(Dataset entries)
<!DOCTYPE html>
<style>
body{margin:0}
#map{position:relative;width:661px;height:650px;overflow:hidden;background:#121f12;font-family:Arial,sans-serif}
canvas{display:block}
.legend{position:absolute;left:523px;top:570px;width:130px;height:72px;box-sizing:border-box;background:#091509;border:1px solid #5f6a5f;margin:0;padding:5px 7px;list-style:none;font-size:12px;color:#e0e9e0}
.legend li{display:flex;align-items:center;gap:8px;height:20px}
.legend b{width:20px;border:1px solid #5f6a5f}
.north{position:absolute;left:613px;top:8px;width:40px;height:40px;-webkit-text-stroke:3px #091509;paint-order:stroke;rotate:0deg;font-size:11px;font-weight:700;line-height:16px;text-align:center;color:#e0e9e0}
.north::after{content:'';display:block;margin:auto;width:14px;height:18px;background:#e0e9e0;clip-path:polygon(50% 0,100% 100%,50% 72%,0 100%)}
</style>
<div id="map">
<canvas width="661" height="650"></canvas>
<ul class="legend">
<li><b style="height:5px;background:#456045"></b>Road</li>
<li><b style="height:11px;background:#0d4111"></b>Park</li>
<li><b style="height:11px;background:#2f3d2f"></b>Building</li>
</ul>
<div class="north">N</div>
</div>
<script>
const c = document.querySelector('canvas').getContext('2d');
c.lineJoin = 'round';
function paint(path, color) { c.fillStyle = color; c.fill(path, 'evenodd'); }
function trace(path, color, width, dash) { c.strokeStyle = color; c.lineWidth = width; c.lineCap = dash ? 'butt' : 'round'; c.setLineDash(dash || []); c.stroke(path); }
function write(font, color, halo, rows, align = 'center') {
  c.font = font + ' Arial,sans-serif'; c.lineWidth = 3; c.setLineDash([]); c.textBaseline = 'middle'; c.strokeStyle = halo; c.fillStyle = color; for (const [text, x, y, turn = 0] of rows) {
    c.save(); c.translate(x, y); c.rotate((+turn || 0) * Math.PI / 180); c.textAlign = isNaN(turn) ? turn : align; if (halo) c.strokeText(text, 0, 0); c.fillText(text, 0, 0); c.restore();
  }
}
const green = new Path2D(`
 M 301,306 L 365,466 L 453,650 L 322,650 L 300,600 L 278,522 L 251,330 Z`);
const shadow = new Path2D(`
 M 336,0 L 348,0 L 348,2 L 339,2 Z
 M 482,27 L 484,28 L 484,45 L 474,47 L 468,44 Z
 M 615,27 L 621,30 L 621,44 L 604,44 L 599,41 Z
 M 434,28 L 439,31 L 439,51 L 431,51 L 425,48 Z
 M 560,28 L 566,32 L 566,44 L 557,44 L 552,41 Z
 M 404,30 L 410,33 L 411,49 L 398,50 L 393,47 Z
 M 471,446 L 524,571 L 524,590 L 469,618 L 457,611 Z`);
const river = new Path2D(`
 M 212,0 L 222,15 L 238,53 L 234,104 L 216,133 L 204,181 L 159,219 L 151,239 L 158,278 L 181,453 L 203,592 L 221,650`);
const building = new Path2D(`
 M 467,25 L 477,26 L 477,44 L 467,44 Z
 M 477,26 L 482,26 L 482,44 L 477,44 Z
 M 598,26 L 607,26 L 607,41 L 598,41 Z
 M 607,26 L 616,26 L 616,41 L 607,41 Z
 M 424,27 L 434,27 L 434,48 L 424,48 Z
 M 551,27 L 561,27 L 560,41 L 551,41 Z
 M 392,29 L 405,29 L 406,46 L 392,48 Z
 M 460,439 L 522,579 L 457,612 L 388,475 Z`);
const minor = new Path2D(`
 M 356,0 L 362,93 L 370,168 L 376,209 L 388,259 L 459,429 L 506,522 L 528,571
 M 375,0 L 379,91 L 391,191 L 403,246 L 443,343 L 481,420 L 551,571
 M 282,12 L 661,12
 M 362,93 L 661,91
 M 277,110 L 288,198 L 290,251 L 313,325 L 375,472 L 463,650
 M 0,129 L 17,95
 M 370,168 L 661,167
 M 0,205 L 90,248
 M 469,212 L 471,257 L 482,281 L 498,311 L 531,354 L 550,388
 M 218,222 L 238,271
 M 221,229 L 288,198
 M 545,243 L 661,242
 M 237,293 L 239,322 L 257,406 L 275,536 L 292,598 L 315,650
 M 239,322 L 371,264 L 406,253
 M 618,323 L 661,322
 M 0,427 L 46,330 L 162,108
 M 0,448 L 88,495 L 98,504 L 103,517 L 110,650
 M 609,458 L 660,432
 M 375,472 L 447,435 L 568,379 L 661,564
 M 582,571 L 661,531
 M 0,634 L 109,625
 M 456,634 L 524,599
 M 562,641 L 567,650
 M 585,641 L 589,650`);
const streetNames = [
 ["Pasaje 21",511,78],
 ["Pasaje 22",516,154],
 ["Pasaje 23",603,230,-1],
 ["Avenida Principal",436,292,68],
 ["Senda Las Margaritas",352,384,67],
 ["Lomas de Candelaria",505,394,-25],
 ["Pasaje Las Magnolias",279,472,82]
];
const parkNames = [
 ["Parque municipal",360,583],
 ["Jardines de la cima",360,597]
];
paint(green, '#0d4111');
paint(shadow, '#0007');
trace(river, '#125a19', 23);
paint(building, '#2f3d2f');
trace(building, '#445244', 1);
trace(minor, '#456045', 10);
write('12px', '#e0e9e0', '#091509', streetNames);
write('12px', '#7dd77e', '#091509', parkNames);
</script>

EXERCISE INSTRUCTIONS –
If a line in the records above contains the string "setLineDash", copy that line out.

RESPONSE TO THIS EXERCISE –
function trace(path, color, width, dash) { c.strokeStyle = color; c.lineWidth = width; c.lineCap = dash ? 'butt' : 'round'; c.setLineDash(dash || []); c.stroke(path); }
  c.font = font + ' Arial,sans-serif'; c.lineWidth = 3; c.setLineDash([]); c.textBaseline = 'middle'; c.strokeStyle = halo; c.fillStyle = color; for (const [text, x, y, turn = 0] of rows) {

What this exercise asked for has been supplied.